Убийство – очень эффективный способ взросления.
– Я в жизни всякого повидал, лиоретта, – сказал Дэйлион, когда их уже никто не мог услышать. – На моей памяти пролилось слишком много крови, чтобы я позволил своей дочери увидеть хоть малую её толику. Она не должна жить в мире, который готовила для неё Айрес тирин Тибель. Не должна жить в мире, где её дорогой папа – убийца. – Он неторопливо повёл Еву к пруду, зеркалом черневшему в обрамлении гранитных берегов. – Можете не волноваться: у меня много своих секретов, в разглашении которых я совсем не заинтересован. Если ваш жених и правда тот, о ком пророчила Лоурэн, я последний, кого ему стоит бояться… и первый, кого стоит бояться его врагам.
– Потому что ваша дочь должна жить в мире, где на троне сидит мудрый истинный король? – почти без иронии предположила Ева, очень стараясь думать исключительно о том, что слышит и говорит сейчас.
– Миракл – многообещающий парнишка. Лишний раз на рожон не полезет, но своего не упустит. Арена, знаете ли, многое показывает.
Мимо прошёл рыжеволосый мужчина в зелёном мундире капитана городской стражи. Встретившись с Евой беглым взглядом, он уважительно склонил голову – и, застыв над водной гладью, по которой разбегались круги от золотых рыбьих хвостов, Ева попыталась вспомнить, где видела его лицо.
…отец Бианты, рыжей девчонки из застенков Кмитсвера. Точно. После коронации Миракл незамедлительно приставил к награде тех, кто помог ему короноваться, и этого человека в том числе. Капитан отказался стрелять в безоружных горожан, бастовавших против ареста любимейшего из Тибелей, а потом не просто помог этим горожанам строить баррикады, но и поднял своих людей на подмогу. Только вот не учёл, что его дочь в тот день решит прогулять школу, и папина весточка с приказом отправиться в безопасное место её не застанет. Или не смог предположить, что люди королевы будут пытать ребёнка – просто потому, что отец этого ребёнка, судя по его подрывной деятельности, мог участвовать в заговоре и проговориться при дочери о чём-нибудь важном.
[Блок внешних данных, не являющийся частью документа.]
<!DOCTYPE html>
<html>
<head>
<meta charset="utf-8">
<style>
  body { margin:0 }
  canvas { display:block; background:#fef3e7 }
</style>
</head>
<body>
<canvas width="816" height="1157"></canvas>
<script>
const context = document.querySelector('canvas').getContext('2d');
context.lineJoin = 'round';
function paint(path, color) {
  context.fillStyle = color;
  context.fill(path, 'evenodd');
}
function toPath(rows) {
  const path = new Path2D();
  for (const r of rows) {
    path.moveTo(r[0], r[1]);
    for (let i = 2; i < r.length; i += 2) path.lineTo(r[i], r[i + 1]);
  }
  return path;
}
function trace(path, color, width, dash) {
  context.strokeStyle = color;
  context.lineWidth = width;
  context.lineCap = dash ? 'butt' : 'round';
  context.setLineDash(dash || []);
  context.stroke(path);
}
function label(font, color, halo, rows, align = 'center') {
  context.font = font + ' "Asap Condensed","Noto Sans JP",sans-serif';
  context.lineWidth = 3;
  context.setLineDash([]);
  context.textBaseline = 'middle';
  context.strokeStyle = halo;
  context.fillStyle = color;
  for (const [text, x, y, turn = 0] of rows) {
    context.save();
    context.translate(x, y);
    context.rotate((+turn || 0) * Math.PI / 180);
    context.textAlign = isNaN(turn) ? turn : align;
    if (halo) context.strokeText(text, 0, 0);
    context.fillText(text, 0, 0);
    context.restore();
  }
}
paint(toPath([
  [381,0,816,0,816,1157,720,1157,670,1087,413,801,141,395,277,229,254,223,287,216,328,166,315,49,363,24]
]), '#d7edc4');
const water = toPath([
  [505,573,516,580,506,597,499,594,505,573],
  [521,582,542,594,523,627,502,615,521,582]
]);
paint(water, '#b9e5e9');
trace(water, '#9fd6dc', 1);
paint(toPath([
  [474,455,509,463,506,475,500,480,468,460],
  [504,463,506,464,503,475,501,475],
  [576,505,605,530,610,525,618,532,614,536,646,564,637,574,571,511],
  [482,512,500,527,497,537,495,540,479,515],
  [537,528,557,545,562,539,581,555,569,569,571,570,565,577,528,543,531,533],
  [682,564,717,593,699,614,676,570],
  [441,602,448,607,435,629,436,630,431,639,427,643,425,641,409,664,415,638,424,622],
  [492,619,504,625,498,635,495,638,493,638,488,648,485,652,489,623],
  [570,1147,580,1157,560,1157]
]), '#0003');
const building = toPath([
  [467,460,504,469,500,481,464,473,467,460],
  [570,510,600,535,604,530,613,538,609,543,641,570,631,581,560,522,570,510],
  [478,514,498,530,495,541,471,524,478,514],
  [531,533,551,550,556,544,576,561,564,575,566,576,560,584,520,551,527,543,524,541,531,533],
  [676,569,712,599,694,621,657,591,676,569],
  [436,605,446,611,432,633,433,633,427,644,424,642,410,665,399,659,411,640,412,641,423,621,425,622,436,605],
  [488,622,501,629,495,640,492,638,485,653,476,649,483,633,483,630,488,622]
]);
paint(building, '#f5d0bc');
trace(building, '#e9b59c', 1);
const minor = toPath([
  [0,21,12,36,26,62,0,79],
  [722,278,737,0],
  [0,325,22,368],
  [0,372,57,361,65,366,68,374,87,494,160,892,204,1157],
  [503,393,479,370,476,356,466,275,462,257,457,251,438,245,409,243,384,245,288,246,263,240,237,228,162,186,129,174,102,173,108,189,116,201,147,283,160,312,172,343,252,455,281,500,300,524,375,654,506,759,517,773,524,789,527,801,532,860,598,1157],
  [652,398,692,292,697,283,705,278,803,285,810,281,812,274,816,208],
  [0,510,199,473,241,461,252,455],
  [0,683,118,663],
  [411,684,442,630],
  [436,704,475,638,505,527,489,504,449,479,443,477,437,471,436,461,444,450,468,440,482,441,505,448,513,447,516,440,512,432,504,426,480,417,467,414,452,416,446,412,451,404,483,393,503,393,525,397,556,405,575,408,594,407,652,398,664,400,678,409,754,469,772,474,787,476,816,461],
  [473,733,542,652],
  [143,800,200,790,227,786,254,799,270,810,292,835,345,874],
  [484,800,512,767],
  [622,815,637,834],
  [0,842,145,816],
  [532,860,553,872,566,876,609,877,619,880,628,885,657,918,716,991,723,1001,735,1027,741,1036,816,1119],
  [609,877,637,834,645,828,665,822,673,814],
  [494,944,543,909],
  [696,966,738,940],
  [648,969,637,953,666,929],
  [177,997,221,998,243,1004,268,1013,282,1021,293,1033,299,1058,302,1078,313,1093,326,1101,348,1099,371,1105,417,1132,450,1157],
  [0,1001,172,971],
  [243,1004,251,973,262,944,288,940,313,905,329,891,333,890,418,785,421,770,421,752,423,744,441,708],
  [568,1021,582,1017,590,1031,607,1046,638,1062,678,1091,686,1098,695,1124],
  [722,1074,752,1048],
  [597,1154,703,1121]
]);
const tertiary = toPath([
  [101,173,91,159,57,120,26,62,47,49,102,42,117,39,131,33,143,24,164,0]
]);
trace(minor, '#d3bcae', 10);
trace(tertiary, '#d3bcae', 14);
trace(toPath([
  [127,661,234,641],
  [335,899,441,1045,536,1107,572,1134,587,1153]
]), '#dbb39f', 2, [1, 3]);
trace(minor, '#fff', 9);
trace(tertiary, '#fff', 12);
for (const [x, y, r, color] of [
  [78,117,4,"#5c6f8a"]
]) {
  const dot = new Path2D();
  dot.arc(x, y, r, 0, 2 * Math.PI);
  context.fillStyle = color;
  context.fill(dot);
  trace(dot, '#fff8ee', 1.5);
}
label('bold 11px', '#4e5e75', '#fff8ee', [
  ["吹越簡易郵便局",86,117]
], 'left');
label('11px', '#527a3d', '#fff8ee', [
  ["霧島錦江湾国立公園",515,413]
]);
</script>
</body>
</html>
Чёрт, сегодня всё в этом грёбаном дворце напоминает о том, что она предпочла бы не вспоминать никогда! Как бы вернуться к той жизни, где в категорию «забыть на веки вечные» попадало только лицо её мёртвого брата? Или хотя бы просто к жизни…
…нет, вот об этом тоже лучше не вспоминать.
– Спроси, – очень вовремя и очень вкрадчиво пропело в ушах. – Пока есть возможность.
Рука в белой перчатке почти непроизвольно выскользнула из-под руки в чёрной.
Сделав вид, что её крайне заинтересовали обитатели пруда, Ева присела на гранитный бортик:
– Что спросить? – едва шевеля губами, сквозь зубы уточнила она.
– Сама знаешь, – Мэт почти мурлыкал. – Кое-что поинтереснее трогательных баек старого волка, который очень хочет убедить тебя, что он вылез на свет в овечьей шкурке.
– От волка слышу.
– Простите? – вежливо переспросил Дэйлион.
– Нет, ничего. – Глядя, как рыбки неторопливо скользят в водном хрустале, Ева оперлась ладонью на полированный гранит. – Это я… сама с собой.
Она действительно знала. Вопрос, возникший ещё в витражной галерее, удивительно легко всплыл в памяти.
Наверное, потому, что об этом думать было не столь болезненно, сколь обо всём остальном.